- [Exercise goal]: Beginning with the line that has "M583,597l205,-80 65,-14", please write out the remaining lines of the material exactly, the last one included.

Supplied material below:

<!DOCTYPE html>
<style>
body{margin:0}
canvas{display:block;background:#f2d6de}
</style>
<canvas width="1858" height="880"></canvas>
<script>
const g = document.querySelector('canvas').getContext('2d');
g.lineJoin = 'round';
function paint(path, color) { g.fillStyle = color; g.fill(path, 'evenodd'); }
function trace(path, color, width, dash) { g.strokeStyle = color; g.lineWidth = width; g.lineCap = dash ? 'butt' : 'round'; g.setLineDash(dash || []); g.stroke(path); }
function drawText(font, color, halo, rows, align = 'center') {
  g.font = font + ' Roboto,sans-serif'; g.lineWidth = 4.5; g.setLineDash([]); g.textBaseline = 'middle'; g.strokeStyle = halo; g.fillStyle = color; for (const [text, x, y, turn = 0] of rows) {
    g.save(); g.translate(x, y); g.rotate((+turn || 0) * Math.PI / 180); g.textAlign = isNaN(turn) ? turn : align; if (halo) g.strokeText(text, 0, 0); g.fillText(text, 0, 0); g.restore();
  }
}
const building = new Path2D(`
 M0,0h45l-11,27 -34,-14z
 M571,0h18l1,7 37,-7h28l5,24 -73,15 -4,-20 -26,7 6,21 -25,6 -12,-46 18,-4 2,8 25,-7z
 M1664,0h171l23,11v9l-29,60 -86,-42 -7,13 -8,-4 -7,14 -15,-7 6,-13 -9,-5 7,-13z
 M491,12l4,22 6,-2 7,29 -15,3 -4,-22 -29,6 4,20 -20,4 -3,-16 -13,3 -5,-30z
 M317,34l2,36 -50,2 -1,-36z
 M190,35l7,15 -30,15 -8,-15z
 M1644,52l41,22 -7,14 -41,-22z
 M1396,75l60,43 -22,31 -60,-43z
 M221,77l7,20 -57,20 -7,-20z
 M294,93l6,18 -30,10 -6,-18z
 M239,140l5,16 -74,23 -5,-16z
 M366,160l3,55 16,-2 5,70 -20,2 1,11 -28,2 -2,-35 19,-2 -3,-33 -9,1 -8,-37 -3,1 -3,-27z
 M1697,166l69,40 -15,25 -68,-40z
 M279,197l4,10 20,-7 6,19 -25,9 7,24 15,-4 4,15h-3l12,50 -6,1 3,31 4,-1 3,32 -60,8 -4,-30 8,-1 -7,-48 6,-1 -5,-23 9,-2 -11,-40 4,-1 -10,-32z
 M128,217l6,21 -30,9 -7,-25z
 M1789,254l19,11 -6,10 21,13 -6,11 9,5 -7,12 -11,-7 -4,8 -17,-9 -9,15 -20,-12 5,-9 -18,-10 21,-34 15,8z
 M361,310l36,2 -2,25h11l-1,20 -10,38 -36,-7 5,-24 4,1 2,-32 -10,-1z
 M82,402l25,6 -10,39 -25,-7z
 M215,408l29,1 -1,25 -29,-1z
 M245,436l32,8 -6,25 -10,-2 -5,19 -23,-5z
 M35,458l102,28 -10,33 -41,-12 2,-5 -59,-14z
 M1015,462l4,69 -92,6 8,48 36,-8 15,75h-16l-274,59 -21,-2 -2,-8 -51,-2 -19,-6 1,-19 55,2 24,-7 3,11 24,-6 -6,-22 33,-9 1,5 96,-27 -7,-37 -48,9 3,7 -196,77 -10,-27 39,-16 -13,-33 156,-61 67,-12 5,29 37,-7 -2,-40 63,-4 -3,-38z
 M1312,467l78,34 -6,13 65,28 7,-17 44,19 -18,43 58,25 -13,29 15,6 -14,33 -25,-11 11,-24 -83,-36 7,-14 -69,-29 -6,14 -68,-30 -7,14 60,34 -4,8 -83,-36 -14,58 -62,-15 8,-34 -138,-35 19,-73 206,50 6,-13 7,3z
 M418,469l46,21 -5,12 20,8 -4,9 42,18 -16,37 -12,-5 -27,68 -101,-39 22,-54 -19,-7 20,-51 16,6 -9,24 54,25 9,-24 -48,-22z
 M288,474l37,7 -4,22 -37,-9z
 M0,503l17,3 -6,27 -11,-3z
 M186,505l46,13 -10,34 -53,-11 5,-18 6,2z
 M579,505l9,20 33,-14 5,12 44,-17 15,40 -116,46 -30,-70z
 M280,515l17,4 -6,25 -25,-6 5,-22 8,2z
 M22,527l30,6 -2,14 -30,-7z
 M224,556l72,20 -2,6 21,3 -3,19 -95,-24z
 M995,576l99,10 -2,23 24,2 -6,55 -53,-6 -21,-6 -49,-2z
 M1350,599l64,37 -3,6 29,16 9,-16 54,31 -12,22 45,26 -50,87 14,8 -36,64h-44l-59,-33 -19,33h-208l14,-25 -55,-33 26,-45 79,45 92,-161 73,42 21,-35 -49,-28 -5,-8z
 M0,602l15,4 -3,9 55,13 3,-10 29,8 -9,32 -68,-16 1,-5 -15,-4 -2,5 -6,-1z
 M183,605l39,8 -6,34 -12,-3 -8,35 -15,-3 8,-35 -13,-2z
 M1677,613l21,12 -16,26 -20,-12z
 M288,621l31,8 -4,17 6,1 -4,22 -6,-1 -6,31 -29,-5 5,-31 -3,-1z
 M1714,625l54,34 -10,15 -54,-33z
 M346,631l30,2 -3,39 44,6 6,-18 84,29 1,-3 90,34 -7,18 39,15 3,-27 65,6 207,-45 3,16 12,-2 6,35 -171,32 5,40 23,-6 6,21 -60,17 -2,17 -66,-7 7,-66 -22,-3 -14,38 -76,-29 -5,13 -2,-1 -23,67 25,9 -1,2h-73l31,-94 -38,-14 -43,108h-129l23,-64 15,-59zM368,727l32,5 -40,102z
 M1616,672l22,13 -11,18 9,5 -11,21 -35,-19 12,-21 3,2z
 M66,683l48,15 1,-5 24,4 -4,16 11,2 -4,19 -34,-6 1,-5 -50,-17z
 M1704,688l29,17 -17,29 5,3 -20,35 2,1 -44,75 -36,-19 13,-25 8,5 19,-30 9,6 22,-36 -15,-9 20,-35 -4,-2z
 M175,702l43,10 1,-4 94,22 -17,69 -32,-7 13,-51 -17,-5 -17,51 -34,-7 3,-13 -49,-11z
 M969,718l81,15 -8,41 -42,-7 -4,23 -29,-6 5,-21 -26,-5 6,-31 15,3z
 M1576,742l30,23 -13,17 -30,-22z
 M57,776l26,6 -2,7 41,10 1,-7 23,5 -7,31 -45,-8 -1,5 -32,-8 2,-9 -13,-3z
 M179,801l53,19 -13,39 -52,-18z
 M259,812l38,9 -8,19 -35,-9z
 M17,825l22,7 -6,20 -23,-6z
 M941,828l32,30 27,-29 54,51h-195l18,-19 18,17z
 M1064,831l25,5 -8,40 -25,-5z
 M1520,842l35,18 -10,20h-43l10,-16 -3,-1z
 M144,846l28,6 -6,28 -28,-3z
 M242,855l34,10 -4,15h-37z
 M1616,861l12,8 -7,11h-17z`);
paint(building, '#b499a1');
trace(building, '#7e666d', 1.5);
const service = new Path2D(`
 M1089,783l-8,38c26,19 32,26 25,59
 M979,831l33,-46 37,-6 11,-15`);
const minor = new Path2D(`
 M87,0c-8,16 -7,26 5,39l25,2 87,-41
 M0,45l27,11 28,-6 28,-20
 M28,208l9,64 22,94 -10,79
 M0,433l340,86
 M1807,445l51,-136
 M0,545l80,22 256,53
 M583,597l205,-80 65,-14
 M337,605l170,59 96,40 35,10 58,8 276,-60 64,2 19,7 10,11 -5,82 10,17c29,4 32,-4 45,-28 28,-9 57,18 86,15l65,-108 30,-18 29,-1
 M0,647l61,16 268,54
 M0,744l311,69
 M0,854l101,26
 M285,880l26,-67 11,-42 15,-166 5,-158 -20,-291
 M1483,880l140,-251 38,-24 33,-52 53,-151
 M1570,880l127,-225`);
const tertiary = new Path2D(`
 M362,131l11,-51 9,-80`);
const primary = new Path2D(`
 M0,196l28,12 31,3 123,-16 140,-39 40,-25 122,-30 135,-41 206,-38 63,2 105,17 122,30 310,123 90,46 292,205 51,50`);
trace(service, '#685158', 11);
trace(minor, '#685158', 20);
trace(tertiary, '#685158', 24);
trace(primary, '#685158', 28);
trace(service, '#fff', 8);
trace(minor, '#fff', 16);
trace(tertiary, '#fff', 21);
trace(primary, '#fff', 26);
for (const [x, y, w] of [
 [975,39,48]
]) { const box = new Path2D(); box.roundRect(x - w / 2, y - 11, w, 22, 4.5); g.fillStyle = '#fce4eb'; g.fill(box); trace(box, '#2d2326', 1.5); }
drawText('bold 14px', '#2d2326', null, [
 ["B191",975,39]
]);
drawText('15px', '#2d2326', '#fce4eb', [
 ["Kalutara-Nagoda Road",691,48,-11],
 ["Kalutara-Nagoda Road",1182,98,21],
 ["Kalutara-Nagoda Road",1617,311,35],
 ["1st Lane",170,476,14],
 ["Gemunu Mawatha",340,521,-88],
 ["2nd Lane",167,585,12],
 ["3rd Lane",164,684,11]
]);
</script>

End of Supplied material.

- [Response to this exercise]:
 M583,597l205,-80 65,-14
 M337,605l170,59 96,40 35,10 58,8 276,-60 64,2 19,7 10,11 -5,82 10,17c29,4 32,-4 45,-28 28,-9 57,18 86,15l65,-108 30,-18 29,-1
 M0,647l61,16 268,54
 M0,744l311,69
 M0,854l101,26
 M285,880l26,-67 11,-42 15,-166 5,-158 -20,-291
 M1483,880l140,-251 38,-24 33,-52 53,-151
 M1570,880l127,-225`);
const tertiary = new Path2D(`
 M362,131l11,-51 9,-80`);
const primary = new Path2D(`
 M0,196l28,12 31,3 123,-16 140,-39 40,-25 122,-30 135,-41 206,-38 63,2 105,17 122,30 310,123 90,46 292,205 51,50`);
trace(service, '#685158', 11);
trace(minor, '#685158', 20);
trace(tertiary, '#685158', 24);
trace(primary, '#685158', 28);
trace(service, '#fff', 8);
trace(minor, '#fff', 16);
trace(tertiary, '#fff', 21);
trace(primary, '#fff', 26);
for (const [x, y, w] of [
 [975,39,48]
]) { const box = new Path2D(); box.roundRect(x - w / 2, y - 11, w, 22, 4.5); g.fillStyle = '#fce4eb'; g.fill(box); trace(box, '#2d2326', 1.5); }
drawText('bold 14px', '#2d2326', null, [
 ["B191",975,39]
]);
drawText('15px', '#2d2326', '#fce4eb', [
 ["Kalutara-Nagoda Road",691,48,-11],
 ["Kalutara-Nagoda Road",1182,98,21],
 ["Kalutara-Nagoda Road",1617,311,35],
 ["1st Lane",170,476,14],
 ["Gemunu Mawatha",340,521,-88],
 ["2nd Lane",167,585,12],
 ["3rd Lane",164,684,11]
]);
</script>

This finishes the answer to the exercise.